Dancing With Sorrow

Just when your life is on track and you have everything you ever dreamed and wanted in your marriage, children and life, it hits: unstoppable, gut-wrenching feelings of doubt, fear and anxiety. The overwhelming wave of something you thought you’d kicked years ago slips back in like the beheaded roach that wanders your living room.
Dead memories arise and haunt, filling you with regret and pain that you didn’t even know you still held.

She’s gone, he’s dead, they’re here, why aren’t you happy?

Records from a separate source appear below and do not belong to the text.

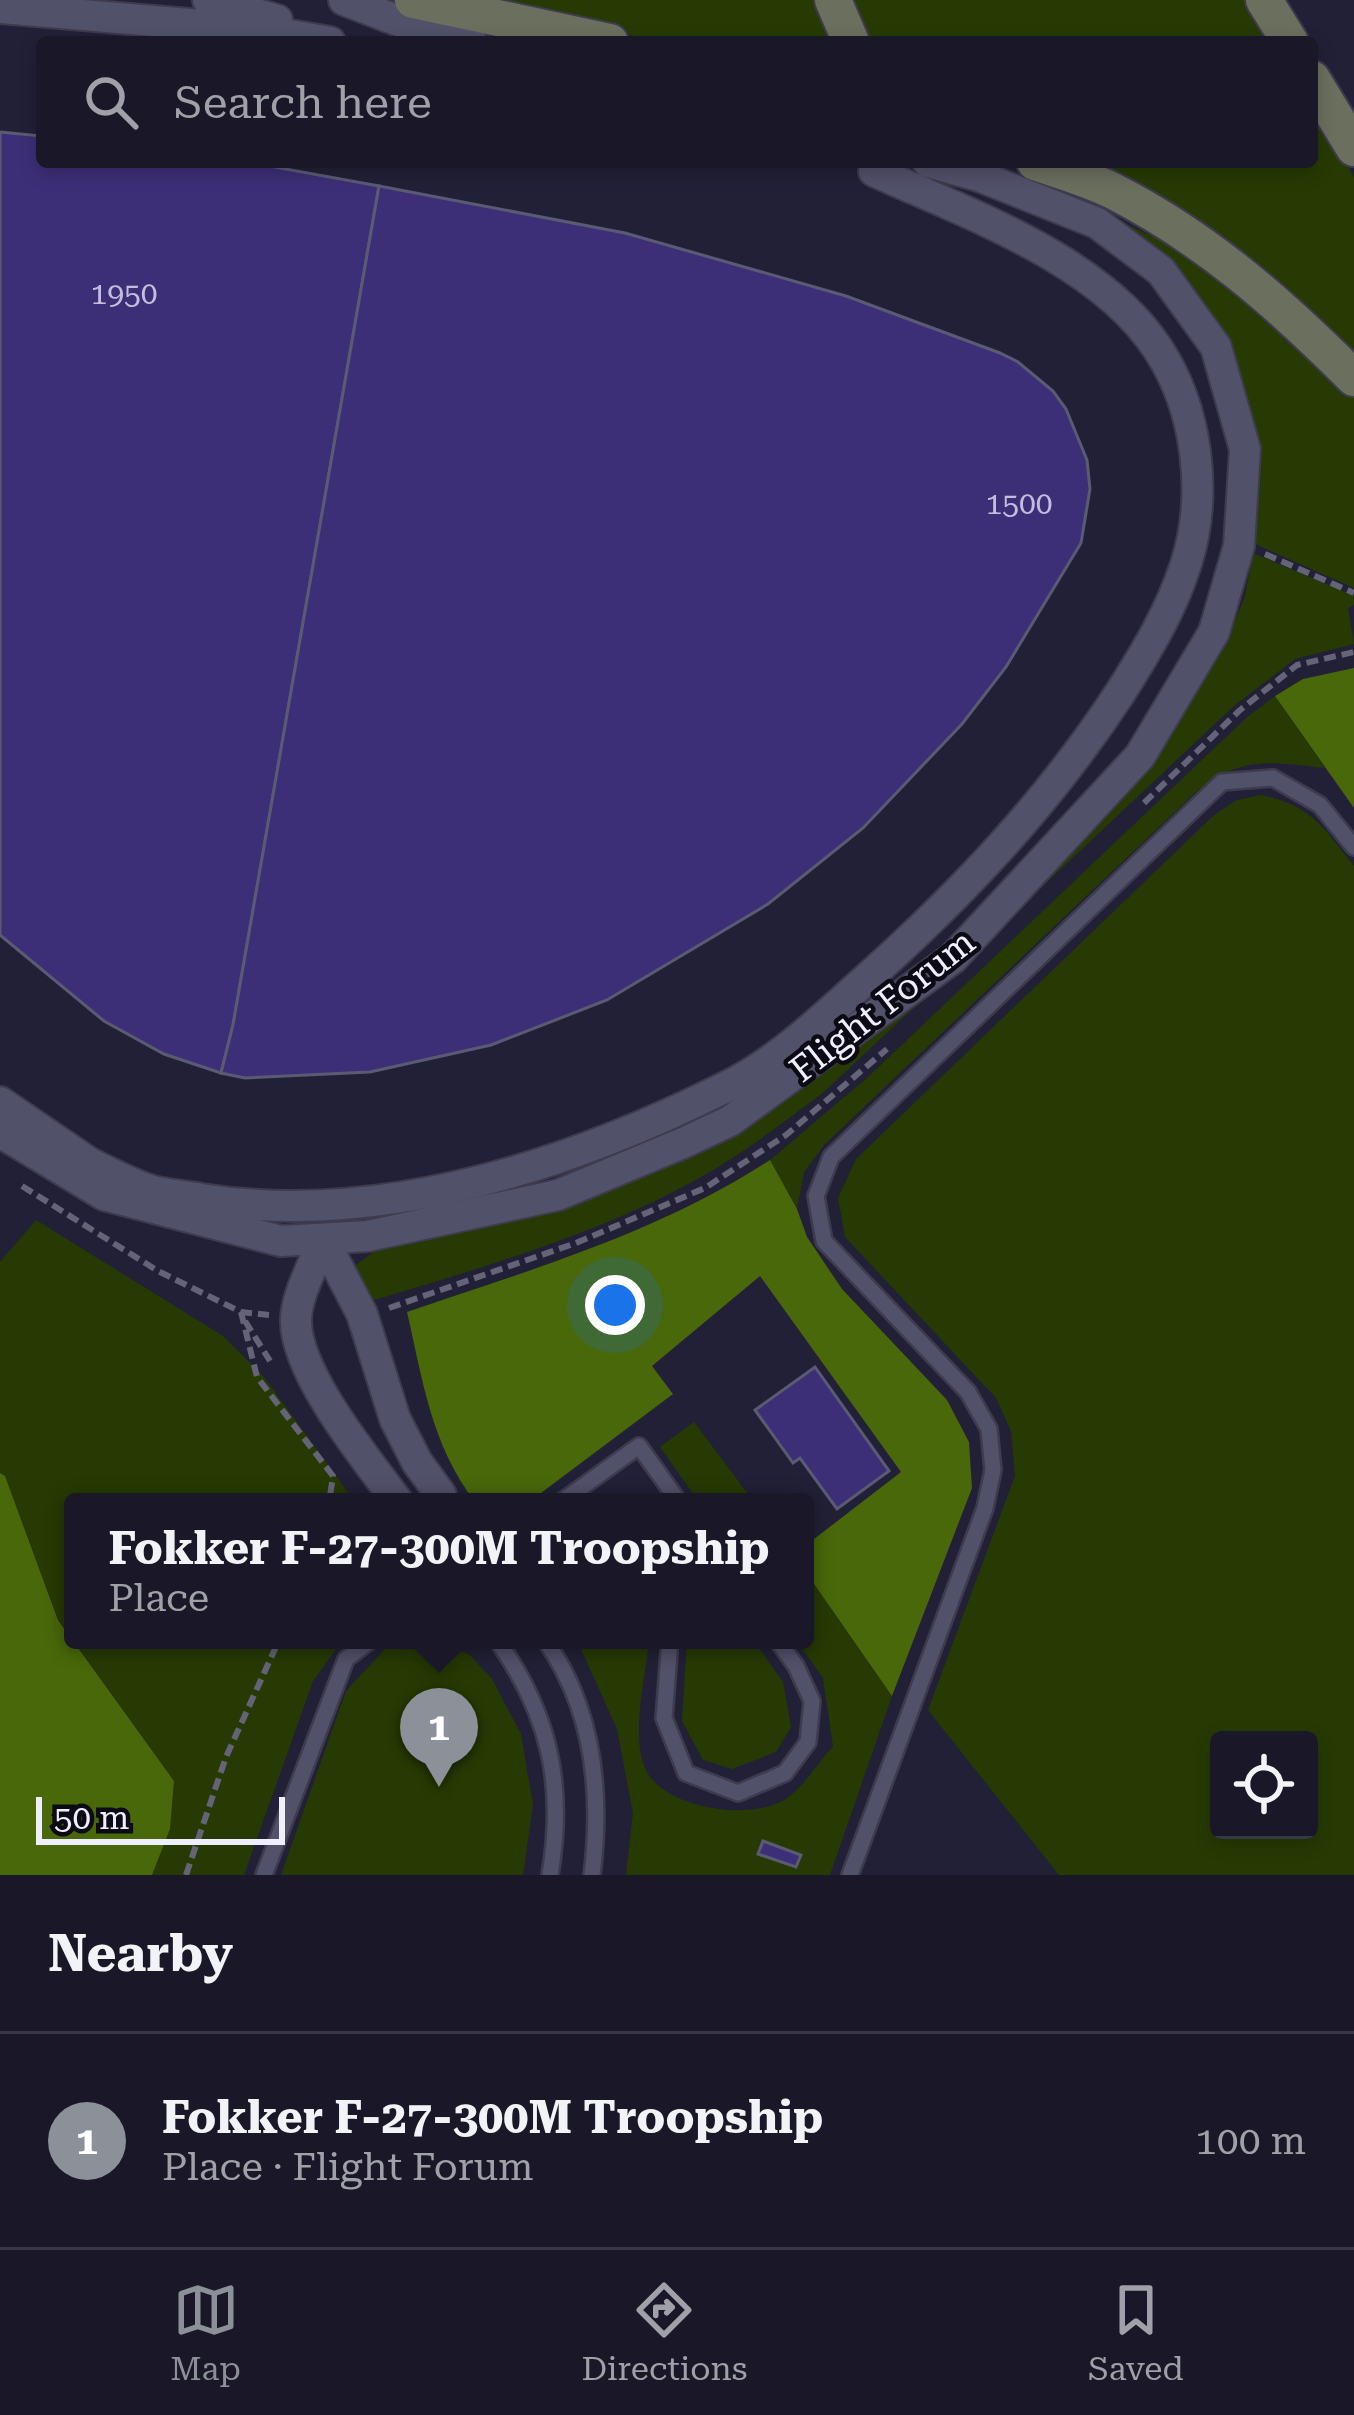 <!DOCTYPE html>
<meta charset="utf-8">
<style>
body{margin:0;font-family:"Roboto Serif",serif;background:#272534;color:#f1f3f6}
.controls{position:absolute;right:36px;bottom:36px;display:grid;overflow:hidden;border-radius:12px;box-shadow:0 6px 18px #0003}
.controls button{width:108px;height:108px;display:grid;place-items:center;padding:0;border:0;border-bottom:3px solid #383745;background:#1a1828;color:#f1f3f6;font:60px sans-serif}
.scale{position:absolute;left:36px;bottom:30px;width:249px;box-sizing:border-box;padding-left:12px;border:6px solid #eeeefd;border-top:0;font-size:33px;line-height:42px;white-space:nowrap;color:#eeeefd;-webkit-text-stroke:9px #0c0b15;paint-order:stroke}
.you{position:absolute;left:615px;top:1305px;width:42px;height:42px;margin:-30px;border:9px solid #fff;border-radius:50%;background:#1a73e8;box-shadow:0 0 0 18px #1a73e833}
.badge{display:grid;place-items:center;width:78px;height:78px;border-radius:50%;background:#8c9099;color:#fff;font-size:39px;font-weight:700}
.pin{position:absolute;translate:-50% -99px;filter:drop-shadow(0 3px 6px #0008)}
.pin::after{content:'';position:absolute;top:63px;width:42px;height:36px;background:inherit;clip-path:polygon(0 0,100% 0,50% 100%)}
.popup{position:absolute;left:64px;top:1493px;width:750px;height:156px;box-sizing:border-box;display:grid;place-content:center;border-radius:12px;background:#1a1828;filter:drop-shadow(0 3px 9px #0005);font-size:39px;white-space:nowrap;color:#9fa0a8}
.popup b{font-size:45px;color:#f1f3f6}
.popup::after{content:'';position:absolute;left:50%;top:100%;margin-left:-24px;border:24px solid transparent;border-top-color:#1a1828}
.list{margin:0;padding:0;list-style:none}
h2{display:flex;justify-content:space-between;align-items:center;height:156px;margin:0;padding:0 48px;font-size:51px}
h2 small{font-size:39px;font-weight:400;color:#9fa0a8}
.list li{display:grid;grid-template-columns:78px 1fr auto;gap:36px;align-items:center;box-sizing:border-box;height:216px;padding:0 48px;border-top:3px solid #383745}
.list b{display:block;font-size:45px;white-space:nowrap}
.list p{margin:0;font-size:39px;white-space:nowrap;color:#9fa0a8}
.list em{font-size:39px;font-style:normal;color:#9fa0a8}
.icon{flex:none;width:66px;height:66px;fill:none;stroke:currentColor;stroke-width:2;stroke-linecap:round;stroke-linejoin:round}
.map{position:relative;flex:none;width:1354px;height:1875px;overflow:hidden}
.search{position:absolute;background:#1a1828;box-shadow:0 6px 18px #0003;left:36px;right:36px;top:36px;height:132px;display:flex;align-items:center;gap:30px;box-sizing:border-box;padding:0 42px;border-radius:12px;color:#9fa0a8;font-size:45px}
.sheet{height:372px;background:#1a1828}
nav{display:flex;justify-content:space-around;align-items:center;box-sizing:border-box;height:168px;border-top:3px solid #383745;background:#1a1828;font-size:33px;color:#9fa0a8}
nav a{display:grid;justify-items:center;gap:6px}
nav .on{color:#8c9099}
.map>svg:first-child{display:block}
.green{fill:#273a03;fill-rule:evenodd}
.forest{fill:#49680a}
.building{fill:#3c2f78;stroke:#5b5a73;stroke-width:3}
.lines{fill:none;stroke-linecap:round;stroke-linejoin:round}
.lane-casing{stroke:#3e3b4e;stroke-width:20}
.street-casing{stroke:#3e3b4e;stroke-width:34}
.secondary-casing{stroke:#3e3b4e;stroke-width:40}
.path{stroke:#656377;stroke-width:6;stroke-dasharray:12 6;stroke-linecap:butt}
.lane{stroke:#52516a;stroke-width:15}
.street{stroke:#52516a;stroke-width:30}
.secondary{stroke:#6b6f5e;stroke-width:36}
.labels{text-anchor:middle;stroke-width:9;stroke-linejoin:round;paint-order:stroke}
.number-label{font-size:30px;fill:#c2bedc}
.street-label{font-size:36px;fill:#eeeefd;stroke:#0c0b15}
</style>
<div class="map">
<svg width="1354" height="1875" viewBox="0 0 1354 1875">
<rect width="100%" height="100%" fill="#222036"/>
<g class="green">
<path d="M484,0H820L835,42H659Z"/>
<path d="M848,0H1255L1278,42H868Z"/>
<path d="M1312,103L1354,177V358L1079,162H1312Z"/>
<path d="M1107,215L1181,250L1275,318L1354,395V588L1255,544V447L1224,344Z"/>
<path d="M1253,553L1354,596V605L1348,608L1354,644L1295,659L1235,705L824,1092C784,1122 745,1152 701,1177C600,1234 481,1268 371,1301L355,1266L377,1249L752,1120L816,1078L910,1004L1148,761L1227,641L1245,596Z"/>
<path d="M1275,696L1325,768C1271,762 1241,755 1196,792L825,1144L804,1172L797,1209L770,1160L867,1078L1246,718Z"/>
<path d="M1261,795C1311,805 1324,828 1354,866V1875H1059L928,1710L1015,1476L1011,1431L996,1398L845,1237L838,1198L856,1159L1214,815L1237,800ZM1219,1740H1309V1830H1219Z"/>
<path d="M36,1220L223,1336L264,1377L355,1502H73V1640H343L313,1681L244,1875H152L170,1829L174,1781L58,1619L5,1476L0,1473V1262Z"/>
<path d="M694,1422L754,1502H699L660,1447Z"/>
<path d="M805,1571L892,1696L830,1875H626L633,1813L617,1729L577,1640H649C646,1674 630,1740 646,1770C665,1810 757,1823 790,1796C806,1783 819,1762 833,1746L823,1678L796,1640H805Z"/>
<path d="M436,1640L470,1655L492,1679L521,1734L533,1805L523,1875H281L346,1691L386,1648Z"/>
<path d="M687,1640H753L783,1682L791,1727L776,1752L732,1769L703,1760L682,1721Z"/>
</g>
<g class="forest">
<path d="M1354,668V808L1275,696L1303,679Z"/>
<path d="M770,1160L797,1209L807,1237L842,1289L947,1400L969,1442L972,1488L892,1696L805,1571V1546L901,1472L760,1276L652,1366L673,1394L529,1502H475C431,1444 423,1381 407,1312C533,1269 658,1233 770,1160Z"/>
<path d="M0,1473L5,1476L58,1620L174,1781L170,1829L152,1875H0Z"/>
</g>
<g class="building">
<path d="M0,132L42,136V162H247L379,186L233,1025L221,1073L164,1054L104,1021L0,935Z"/>
<path d="M379,186L625,233L846,296L1000,353L1018,362L1053,391L1066,409L1087,460L1090,489L1081,543L1006,667L962,724L863,828L768,904L607,1000L491,1045L370,1072L245,1078L221,1073L233,1025Z"/>
<path d="M815,1367L889,1471L837,1509L800,1458L793,1463L755,1410Z"/>
<path d="M763,1841L801,1855L796,1867L758,1854Z"/>
</g>
<g class="lines">
<defs>
<g id="lane">
<path d="M561,1502L639,1446L679,1502"/>
<path d="M497,1640C550,1715 565,1785 550,1875"/>
<path d="M545,1640C594,1709 602,1794 592,1875"/>
<path d="M670,1640L664,1718L686,1773L738,1793L785,1773L808,1742L812,1701L796,1666L777,1640"/>
<path d="M264,1875L346,1659L371,1640"/>
<path d="M850,1875L985,1508L993,1470L989,1429L968,1392L824,1241L816,1196L831,1157L1222,782L1273,778L1320,805L1354,847"/>
</g>
<g id="street">
<path d="M208,0L277,20"/>
<path d="M344,0L430,33L472,42"/>
<path d="M0,8L260,30L330,42"/>
<path d="M0,1102L91,1164L95,1174"/>
<path d="M0,1132L104,1195L281,1241L368,1236L558,1195L683,1143L730,1121L953,958L1140,756L1214,632L1239,546L1245,449L1216,347L1161,271L1097,223L979,176L928,162"/>
<path d="M91,1164C111,1173 132,1185 153,1191C168,1195 186,1196 201,1199C380,1227 565,1167 724,1088C776,1063 821,1020 863,982C961,895 1048,803 1120,693C1146,652 1171,611 1186,564C1208,495 1198,410 1158,349C1100,260 968,214 874,171"/>
<path d="M323,1239C315,1263 296,1295 296,1320C295,1373 367,1460 398,1502"/>
<path d="M323,1239L362,1314L395,1419L417,1462L441,1495"/>
</g>
<g id="secondary">
<path d="M413,0L610,42"/>
<path d="M833,0L851,42"/>
<path d="M1264,0L1290,42"/>
<path d="M1312,79L1354,148"/>
<path d="M1035,162C1061,171 1089,179 1113,191C1207,239 1280,304 1354,378"/>
</g>
</defs>
<use href="#lane" class="lane-casing"/>
<use href="#street" class="street-casing"/>
<use href="#secondary" class="secondary-casing"/>
<g class="path">
<path d="M1265,554L1354,593"/>
<path d="M1144,803L1240,710L1297,665L1354,652"/>
<path d="M22,1186L158,1271L241,1312L269,1315"/>
<path d="M389,1308L576,1243L705,1188L786,1135L887,1049"/>
<path d="M241,1312L257,1377L333,1476L329,1502"/>
<path d="M245,1321L270,1361"/>
<path d="M186,1875L226,1757L279,1640"/>
</g>
<use href="#lane" class="lane"/>
<use href="#street" class="street"/>
<use href="#secondary" class="secondary"/>
</g>
<g class="labels">
<g class="number-label">
<text x="124" y="304">1950</text>
<text x="1019" y="514">1500</text>
</g>
<g class="street-label">
<text transform="translate(882 1005) rotate(-38)" y="13">Flight Forum</text>
</g>
</g>
</svg>
<div class="controls">
<button><svg class="icon" aria-label="locate" viewBox="0 0 24 24"><circle cx="12" cy="12" r="6"/><path d="M12 2v4M12 18v4M2 12h4M18 12h4"/></svg></button>
</div>
<div class="scale">50 m</div>
<div class="you"></div>
<div class="pin badge" style="left:439px;top:1787px">1</div>
<div class="popup"><b>Fokker F-27-300M Troopship</b>Place</div>
<div class="search"><svg class="icon" aria-label="search" viewBox="0 0 24 24"><circle cx="10" cy="10" r="6"/><path d="M15 15l6 6"/></svg>Search here</div>
</div>
<section class="sheet">
<h2>Nearby<small></small></h2>
<ul class="list">
<li><span class="badge">1</span><div><b>Fokker F-27-300M Troopship</b><p>Place · Flight Forum</p></div><em>100 m</em></li>
</ul>
</section>
<nav>
<a class="on"><svg class="icon" aria-label="map" viewBox="0 0 24 24"><path d="M3 6l6-2 6 2 6-2v14l-6 2-6-2-6 2zM9 4v14M15 6v14"/></svg>Map</a>
<a><svg class="icon" aria-label="directions" viewBox="0 0 24 24"><path d="M12 3l9 9-9 9-9-9zM9 14v-3h6M13 9l2 2-2 2"/></svg>Directions</a>
<a><svg class="icon" aria-label="saved" viewBox="0 0 24 24"><path d="M7 4h10v16l-5-4-5 4z"/></svg>Saved</a>
</nav>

How can you possibly not live each day with an ignorantly blissful smile as your children grow and your husband holds you with every inch of his body enveloping yours in sheer love and devotion?
The past is buried, seven-feet under your naked toes where it belongs in its non-existent grave, trampled and covered in new growth; tomorrow’s heavenly wonder.

“You have to move on with the future” is everyone’s best medicine. The smooth, oblong Pill too large to swallow scrapes down, lodging itself in your windpipe, choke and it comes back up, tapping across the table, jagged, moist and porous.
The ones who would understand, don’t, and the ones who want to understand, can’t, and it’s a never ending dance of happiness and sorrow that twirl and tangle until one trips. Happiness trips. Sorrow stands.